Bu yazının hiçbir ana fikiri yok. Biraz içimi döküp gideceğim. Bu sefer ben değil, hislerim konuşacak. Gece olunca insan sahneyi hislerine devrediyor. Yarım yamalak ruhlarımız tam bedenlerimizi doldurmaya çalışıyor. Haliyle yetmiyor. İçimizdeki boşluklar hep hayatımıza girip ruhumuzdan bir şeyler alıp götüren insanlar yüzünden. Biz onların yokluğundan dolayı boşlukta değiliz. Bizden götürdükleri için artık ruh bedeni dolduramıyor... Yetmiyor.
Sevgi ne büyük nimet. Şimdilerde en büyük keşkem.
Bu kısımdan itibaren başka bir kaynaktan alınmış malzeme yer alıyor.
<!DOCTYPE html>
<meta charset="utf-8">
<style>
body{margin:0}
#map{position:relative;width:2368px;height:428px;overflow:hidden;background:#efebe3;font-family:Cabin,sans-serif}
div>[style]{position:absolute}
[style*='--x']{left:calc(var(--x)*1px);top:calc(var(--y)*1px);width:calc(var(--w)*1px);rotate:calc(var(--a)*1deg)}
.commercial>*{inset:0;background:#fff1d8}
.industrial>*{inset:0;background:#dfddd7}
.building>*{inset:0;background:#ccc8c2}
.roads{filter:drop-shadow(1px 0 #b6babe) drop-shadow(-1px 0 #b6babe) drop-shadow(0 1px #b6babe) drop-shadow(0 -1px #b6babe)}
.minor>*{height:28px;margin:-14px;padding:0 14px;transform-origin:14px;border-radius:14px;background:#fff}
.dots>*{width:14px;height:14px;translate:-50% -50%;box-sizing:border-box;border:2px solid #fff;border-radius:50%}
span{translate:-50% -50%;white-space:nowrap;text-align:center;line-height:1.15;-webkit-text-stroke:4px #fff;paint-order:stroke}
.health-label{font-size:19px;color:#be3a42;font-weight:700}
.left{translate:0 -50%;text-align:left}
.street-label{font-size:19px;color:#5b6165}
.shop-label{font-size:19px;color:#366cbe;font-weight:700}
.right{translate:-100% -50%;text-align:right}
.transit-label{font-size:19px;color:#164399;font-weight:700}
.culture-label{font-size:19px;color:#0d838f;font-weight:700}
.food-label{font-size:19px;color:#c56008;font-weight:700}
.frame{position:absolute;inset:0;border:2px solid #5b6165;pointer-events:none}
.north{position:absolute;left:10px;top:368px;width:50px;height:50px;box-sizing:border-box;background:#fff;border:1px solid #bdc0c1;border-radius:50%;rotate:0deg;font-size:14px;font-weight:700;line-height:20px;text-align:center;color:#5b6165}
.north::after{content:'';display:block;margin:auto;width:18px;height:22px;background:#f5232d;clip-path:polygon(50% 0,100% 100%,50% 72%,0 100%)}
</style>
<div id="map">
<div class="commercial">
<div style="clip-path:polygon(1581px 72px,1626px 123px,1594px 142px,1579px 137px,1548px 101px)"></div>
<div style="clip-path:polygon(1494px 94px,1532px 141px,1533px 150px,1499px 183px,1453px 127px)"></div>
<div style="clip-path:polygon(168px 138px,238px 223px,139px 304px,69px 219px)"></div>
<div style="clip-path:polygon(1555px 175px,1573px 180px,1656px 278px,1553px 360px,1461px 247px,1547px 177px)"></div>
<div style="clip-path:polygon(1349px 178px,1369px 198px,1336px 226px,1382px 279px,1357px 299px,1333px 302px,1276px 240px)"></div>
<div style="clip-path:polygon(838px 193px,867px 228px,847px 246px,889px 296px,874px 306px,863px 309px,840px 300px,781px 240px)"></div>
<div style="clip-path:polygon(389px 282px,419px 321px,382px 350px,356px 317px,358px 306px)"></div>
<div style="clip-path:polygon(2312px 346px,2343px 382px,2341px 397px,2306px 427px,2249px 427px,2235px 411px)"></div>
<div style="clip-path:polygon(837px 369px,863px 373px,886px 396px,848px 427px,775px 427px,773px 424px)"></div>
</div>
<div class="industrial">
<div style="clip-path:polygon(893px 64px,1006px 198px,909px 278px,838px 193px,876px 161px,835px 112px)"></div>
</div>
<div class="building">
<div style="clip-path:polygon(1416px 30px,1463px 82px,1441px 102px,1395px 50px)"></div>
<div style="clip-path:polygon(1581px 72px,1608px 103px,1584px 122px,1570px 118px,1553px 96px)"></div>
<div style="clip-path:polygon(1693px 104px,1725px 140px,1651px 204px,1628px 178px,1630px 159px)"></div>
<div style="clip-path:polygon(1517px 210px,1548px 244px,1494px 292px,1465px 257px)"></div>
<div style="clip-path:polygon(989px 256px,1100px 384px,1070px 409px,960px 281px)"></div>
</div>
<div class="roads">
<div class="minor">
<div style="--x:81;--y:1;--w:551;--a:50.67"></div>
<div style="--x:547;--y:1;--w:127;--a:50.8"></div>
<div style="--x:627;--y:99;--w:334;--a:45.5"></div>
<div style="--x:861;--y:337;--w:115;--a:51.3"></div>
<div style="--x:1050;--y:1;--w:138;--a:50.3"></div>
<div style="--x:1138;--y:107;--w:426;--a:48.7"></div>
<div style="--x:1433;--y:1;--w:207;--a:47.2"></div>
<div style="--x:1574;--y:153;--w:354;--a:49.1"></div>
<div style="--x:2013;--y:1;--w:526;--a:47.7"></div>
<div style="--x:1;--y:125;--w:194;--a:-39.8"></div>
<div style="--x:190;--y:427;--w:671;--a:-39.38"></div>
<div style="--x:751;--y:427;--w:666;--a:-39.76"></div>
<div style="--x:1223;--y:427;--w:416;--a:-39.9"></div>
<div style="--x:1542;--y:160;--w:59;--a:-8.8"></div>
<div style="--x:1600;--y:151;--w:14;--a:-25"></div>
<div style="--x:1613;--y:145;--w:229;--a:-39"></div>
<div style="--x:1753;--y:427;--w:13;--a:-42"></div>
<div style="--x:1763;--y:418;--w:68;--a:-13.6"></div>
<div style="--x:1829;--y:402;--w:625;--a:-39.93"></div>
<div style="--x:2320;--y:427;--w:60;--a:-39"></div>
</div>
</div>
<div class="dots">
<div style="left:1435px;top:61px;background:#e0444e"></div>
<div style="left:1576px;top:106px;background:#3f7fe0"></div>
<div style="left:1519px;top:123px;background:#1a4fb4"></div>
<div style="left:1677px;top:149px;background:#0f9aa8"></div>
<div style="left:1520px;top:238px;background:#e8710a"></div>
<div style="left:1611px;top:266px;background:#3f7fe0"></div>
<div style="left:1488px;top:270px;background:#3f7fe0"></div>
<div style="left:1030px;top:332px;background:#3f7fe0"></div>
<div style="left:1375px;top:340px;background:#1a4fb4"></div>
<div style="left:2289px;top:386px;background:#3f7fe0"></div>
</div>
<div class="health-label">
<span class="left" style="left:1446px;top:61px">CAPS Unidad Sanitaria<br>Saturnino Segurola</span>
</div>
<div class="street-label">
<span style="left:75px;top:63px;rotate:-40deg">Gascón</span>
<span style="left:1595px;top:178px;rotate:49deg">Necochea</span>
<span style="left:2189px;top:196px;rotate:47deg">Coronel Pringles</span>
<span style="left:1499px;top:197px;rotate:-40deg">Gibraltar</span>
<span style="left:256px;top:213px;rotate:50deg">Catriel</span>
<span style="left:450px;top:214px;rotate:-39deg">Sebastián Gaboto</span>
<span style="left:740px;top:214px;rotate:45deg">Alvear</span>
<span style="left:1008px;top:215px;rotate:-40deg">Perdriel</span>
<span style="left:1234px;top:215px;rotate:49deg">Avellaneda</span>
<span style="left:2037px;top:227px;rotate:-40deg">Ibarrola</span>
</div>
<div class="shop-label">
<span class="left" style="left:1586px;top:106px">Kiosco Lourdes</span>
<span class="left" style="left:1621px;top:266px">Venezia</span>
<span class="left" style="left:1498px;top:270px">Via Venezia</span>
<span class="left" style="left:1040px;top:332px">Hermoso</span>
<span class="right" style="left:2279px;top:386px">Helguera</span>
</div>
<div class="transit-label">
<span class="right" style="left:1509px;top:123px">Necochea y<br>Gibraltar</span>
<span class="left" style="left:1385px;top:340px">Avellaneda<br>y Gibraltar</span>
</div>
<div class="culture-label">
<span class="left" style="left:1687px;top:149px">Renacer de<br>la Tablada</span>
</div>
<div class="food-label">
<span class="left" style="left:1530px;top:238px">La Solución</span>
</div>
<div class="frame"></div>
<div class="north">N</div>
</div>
Neyi sevmeye kalksam keşkelerime bir yenisi daha ekleniyor bu günlerde. Yorgunum desem değilim, pes etmiş de değilim. Ama neyin mücadelesini verebilirim diye düşünüyorum. Geceler gündüzlere karışıyor, var olan bir düzenden söz etmek artık hayatım için mümkün değil gibi.
Hedefsiz bir gemi gibiyim. Denizin dalgaları ile batıp batıp duruyorum. Belki tek fark şudur: Gemi batar ve çıkar ama ben batıp battıkça da batıyor gibiyim. Zemine uzananlar düşmez diyorlar ama düştükçe düşüyor olmak korkutuyor artık. Oysa çok şey beklemiyorum hayattan. Yarım bir mutluluk, çeyrek bir tebessüm. Birazda sarıp sarmalanmak arzusu. Anladığım bir şey daha var. Hayatta küçük şeylerin ulaşılabilirliği oldukça zor ve imkansız.
Her karanlık kavuşur aydınlığa ama bir bakıma karanlığın aydınlığa kavuşması, karanlığın ölmesidir de aslında. Çok düşünüyorum her şeyi. Kavuşmalar bazen tehlikeli. Şikayetçi olduğumuz ayrılıklar belki dostumuzdur...
Yıllar geçiyor. Bir gün güleceğiz. Umarım o zaman bir şeyler için geç kalmamış oluruz.